Patient Satisfaction and Factor of Importance in Primary Health Care Services in Botswana
Bamidele AR, Hoque ME, and van der Heever H: Afr. J. Biomed. Res. 14;1 -7

This study aims to assess patient satisfaction and factor of importance on the service they receive at the primary health care facility in Botswana. The study was a cross sectional study in which 360 systematically selected participants completed 5 point likert scale self-administered questionnaire to rate their satisfaction level as well as factors of importance where best service was provided.
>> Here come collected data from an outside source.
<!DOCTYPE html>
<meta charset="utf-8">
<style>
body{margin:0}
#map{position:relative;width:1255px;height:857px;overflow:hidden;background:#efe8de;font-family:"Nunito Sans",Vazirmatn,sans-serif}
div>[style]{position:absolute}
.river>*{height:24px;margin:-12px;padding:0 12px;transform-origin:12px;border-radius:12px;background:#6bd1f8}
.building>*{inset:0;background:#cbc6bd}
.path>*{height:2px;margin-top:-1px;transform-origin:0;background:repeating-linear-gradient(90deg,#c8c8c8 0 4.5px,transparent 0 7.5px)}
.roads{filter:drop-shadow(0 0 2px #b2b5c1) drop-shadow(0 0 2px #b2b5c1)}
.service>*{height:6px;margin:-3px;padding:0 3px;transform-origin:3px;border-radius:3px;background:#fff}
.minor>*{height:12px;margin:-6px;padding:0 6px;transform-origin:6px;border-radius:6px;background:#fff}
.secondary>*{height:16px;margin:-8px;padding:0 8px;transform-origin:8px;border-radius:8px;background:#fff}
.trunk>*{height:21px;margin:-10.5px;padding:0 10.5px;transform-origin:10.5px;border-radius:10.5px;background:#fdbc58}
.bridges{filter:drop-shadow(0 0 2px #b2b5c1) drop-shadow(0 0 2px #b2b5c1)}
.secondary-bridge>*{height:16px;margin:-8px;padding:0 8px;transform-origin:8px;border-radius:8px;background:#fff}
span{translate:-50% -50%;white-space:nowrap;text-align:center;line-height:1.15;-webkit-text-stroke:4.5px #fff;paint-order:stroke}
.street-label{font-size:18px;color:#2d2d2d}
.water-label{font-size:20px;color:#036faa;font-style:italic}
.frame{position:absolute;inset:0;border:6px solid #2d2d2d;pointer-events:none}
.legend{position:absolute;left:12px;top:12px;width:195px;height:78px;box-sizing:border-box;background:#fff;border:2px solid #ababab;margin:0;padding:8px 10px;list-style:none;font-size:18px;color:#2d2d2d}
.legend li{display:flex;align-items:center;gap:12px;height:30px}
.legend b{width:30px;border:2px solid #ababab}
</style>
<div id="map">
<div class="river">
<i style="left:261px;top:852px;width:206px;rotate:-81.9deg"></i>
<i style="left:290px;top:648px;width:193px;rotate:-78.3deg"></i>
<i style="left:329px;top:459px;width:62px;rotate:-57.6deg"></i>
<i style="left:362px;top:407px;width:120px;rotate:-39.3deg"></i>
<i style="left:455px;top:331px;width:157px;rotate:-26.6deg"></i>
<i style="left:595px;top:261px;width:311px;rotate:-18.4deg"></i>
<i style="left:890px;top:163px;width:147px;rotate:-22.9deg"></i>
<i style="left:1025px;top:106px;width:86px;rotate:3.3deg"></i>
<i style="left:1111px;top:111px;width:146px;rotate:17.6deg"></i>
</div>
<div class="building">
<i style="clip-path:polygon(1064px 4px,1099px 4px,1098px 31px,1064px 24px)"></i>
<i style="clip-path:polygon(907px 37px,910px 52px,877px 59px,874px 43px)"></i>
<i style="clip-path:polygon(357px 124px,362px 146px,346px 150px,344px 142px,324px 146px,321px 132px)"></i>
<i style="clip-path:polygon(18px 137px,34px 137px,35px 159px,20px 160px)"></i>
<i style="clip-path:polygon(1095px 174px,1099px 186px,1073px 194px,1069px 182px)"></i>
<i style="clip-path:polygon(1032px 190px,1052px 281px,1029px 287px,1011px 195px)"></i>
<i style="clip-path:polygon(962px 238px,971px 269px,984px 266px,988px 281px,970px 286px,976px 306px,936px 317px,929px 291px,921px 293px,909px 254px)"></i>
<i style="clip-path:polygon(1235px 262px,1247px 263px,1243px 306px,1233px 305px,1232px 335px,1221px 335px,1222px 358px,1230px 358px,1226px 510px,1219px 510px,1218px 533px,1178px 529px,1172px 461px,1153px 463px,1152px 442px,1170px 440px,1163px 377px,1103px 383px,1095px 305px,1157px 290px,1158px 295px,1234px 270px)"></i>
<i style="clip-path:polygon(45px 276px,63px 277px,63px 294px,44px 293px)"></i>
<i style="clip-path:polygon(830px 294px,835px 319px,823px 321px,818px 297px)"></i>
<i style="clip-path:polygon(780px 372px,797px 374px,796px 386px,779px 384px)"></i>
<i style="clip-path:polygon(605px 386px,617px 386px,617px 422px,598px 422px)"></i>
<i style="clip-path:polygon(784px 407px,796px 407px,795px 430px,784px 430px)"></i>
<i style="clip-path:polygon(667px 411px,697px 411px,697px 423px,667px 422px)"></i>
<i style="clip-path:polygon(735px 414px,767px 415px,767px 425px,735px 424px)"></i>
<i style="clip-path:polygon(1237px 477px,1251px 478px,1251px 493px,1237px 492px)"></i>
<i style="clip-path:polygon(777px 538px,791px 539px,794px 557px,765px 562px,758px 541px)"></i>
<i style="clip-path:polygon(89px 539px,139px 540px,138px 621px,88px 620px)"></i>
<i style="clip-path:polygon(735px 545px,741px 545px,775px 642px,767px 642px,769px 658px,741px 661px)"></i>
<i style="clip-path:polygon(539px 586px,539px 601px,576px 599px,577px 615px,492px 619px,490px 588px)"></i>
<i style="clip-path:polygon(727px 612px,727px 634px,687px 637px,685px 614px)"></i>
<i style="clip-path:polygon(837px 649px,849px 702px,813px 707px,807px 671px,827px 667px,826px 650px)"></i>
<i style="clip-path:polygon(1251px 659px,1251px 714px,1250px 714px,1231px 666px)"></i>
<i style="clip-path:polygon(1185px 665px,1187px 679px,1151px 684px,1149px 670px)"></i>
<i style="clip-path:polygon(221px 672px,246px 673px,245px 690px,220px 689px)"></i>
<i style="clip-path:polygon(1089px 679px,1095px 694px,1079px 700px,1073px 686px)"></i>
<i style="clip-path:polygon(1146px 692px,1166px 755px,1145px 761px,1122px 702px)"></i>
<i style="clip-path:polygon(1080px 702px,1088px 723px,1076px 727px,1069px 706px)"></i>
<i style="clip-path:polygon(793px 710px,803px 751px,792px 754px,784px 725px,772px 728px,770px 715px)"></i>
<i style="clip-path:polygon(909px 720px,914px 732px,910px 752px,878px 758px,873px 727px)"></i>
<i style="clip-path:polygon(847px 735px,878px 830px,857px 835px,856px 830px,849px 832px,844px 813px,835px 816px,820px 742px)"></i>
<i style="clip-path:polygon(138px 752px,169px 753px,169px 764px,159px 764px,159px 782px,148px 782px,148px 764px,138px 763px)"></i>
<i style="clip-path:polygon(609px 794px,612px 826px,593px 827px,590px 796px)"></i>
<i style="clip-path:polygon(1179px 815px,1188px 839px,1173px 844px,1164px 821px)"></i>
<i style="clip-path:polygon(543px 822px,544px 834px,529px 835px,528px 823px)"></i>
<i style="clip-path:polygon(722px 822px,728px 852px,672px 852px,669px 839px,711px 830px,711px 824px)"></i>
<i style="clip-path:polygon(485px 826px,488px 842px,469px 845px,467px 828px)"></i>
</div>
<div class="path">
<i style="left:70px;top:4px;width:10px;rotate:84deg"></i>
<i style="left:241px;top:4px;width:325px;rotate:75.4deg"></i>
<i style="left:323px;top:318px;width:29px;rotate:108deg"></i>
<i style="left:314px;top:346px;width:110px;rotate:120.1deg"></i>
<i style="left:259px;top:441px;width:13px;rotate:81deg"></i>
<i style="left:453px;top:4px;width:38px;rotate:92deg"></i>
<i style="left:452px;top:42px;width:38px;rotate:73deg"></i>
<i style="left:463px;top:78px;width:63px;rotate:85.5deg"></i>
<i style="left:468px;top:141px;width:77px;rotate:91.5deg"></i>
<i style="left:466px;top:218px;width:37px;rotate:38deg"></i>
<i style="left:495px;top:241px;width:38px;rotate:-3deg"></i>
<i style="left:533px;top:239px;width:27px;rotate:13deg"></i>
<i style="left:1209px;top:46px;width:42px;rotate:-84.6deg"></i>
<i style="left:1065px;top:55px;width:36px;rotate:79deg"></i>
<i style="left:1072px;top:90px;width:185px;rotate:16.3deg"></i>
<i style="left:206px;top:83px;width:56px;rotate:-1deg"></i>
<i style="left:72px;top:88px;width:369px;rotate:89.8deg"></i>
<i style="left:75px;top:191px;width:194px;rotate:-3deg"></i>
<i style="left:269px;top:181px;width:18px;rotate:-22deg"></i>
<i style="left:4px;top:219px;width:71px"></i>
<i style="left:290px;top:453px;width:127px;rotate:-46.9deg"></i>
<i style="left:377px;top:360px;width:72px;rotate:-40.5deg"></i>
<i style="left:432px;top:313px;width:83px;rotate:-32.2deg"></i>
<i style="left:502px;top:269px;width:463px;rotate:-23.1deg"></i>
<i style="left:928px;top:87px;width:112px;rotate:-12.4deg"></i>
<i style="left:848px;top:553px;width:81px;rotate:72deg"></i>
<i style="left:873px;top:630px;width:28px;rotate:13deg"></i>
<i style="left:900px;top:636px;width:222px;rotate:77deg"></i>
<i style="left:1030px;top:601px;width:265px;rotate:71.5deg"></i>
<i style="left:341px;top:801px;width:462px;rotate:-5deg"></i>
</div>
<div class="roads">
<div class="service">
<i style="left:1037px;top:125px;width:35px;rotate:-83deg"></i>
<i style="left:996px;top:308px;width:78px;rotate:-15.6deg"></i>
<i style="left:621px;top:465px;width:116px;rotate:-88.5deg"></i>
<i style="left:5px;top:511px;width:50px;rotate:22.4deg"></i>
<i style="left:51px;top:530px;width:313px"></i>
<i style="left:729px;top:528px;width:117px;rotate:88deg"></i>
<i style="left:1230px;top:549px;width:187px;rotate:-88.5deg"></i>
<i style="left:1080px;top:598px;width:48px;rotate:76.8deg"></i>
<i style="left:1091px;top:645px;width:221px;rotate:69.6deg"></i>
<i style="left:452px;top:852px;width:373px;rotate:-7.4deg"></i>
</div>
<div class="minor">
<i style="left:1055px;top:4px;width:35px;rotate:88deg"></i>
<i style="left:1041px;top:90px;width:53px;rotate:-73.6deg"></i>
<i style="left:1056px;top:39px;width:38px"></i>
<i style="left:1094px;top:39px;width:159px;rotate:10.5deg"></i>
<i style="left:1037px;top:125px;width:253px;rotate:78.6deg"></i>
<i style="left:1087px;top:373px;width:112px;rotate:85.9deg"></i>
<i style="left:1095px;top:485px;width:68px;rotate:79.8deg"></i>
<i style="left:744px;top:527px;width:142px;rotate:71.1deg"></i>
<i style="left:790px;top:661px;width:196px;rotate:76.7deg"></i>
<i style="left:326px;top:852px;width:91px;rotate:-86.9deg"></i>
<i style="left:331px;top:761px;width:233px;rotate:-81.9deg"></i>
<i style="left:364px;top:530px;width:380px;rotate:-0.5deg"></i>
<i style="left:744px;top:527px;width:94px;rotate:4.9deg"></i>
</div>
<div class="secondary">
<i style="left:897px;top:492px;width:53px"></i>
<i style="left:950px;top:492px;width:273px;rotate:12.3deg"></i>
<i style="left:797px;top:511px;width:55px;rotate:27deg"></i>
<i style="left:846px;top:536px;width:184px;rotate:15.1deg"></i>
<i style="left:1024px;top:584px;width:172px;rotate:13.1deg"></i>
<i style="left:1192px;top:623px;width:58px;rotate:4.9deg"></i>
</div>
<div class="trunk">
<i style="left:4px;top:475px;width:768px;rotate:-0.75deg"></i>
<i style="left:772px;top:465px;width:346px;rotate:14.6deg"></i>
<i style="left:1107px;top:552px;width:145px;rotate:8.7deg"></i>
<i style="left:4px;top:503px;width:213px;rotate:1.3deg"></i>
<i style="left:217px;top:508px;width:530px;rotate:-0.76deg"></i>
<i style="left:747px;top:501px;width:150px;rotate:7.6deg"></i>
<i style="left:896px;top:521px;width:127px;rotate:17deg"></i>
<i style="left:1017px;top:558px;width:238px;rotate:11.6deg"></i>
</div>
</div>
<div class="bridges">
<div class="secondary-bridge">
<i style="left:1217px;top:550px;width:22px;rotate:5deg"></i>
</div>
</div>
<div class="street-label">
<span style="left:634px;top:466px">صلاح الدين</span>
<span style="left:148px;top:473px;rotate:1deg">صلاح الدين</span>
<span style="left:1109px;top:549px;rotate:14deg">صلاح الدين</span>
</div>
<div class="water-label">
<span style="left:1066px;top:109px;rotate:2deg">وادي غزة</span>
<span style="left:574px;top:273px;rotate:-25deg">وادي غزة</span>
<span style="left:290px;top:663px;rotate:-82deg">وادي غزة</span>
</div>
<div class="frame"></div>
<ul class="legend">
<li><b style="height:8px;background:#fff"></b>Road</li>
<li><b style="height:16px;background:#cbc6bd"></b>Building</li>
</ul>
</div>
Results showed that pharmacy received the highest satisfaction level while the nurse got the least level of satisfaction in terms of services rendered. 14.4% of participants still think time is not important to them as factor as long as they got what they wanted. Participants mentioned that an increase in personnel and staff training stood out as areas that need to be significantly considered
for improvement.

What can a teacher do with a cellphone? Using participatory visual research to speak back in addressing HIV&AIDS
Mitchell C, de Lange N: South African Journal of Education; 33,4: 1-13, 2013

Their ubiquity in South Africa makes cellphones an easily accessible tool to use in participatory approaches to addressing HIV and AIDS issues, particularly in school contexts. In this article the authors explore a participatory visual approach undertaken with a group of rural teachers, using cellphones to produce 'cellphilms' about youth and risk in the context of HIV and AIDS. Noting that the teachers brought highly didactic and moralistic tones into the cellphilms, the authors devised a “speaking back” approach to encourage reflection and an adjustment to their approaches when addressing HIV and AIDS issues with learners. They draw on the example of condom use in one cellphilm to demonstrate how a “speaking back” pedagogy can encourage reflection and participatory analysis, and contribute to deepening an understanding of how teachers might work with youth and risk in the context of HIV and AIDS.

Male partner involvements in PMTCT: a cross sectional study, Mekelle, Northern Ethiopia
Haile F, Brhan Y: BMC Pregnancy and Childbirth14:65, 2014

Male partner participation is a crucial component to optimize antenatal care/prevention of mother to child transmission of HIV(ANC/PMTCT) service. Involving male partners during HIV screening of pregnant mothers at ANC is key in the fight against mother to child transmission of HIV(MTCT). This study aimed to determine the level of male partner involvement in PMTCT and factors that affecting it. A Cross-sectional study was conducted among 473 pregnant mothers attending ANC/PMTCT in Mekelle town health facilities in January 2011 to identify factors that affect male involvement in ANC/PMTCT. Twenty percent of pregnant mothers have been accompanied by their male partner to the ANC/PMTCT service. Knowledge of HIV sero status, maternal willingness to inform their husband about the availability of voluntary counselling and testing services in ANC/PMTCT and previous history of couple counselling were found to be the independent predictors of male involvement in ANC/PMTCT service. Male partner involvement in ANC/PMTCT was found to be low and the authors argue that comprehensive strategies should be put in place to sensitize and advocate the importance of male partner involvement in ANC/PMTCT and reach out male partners.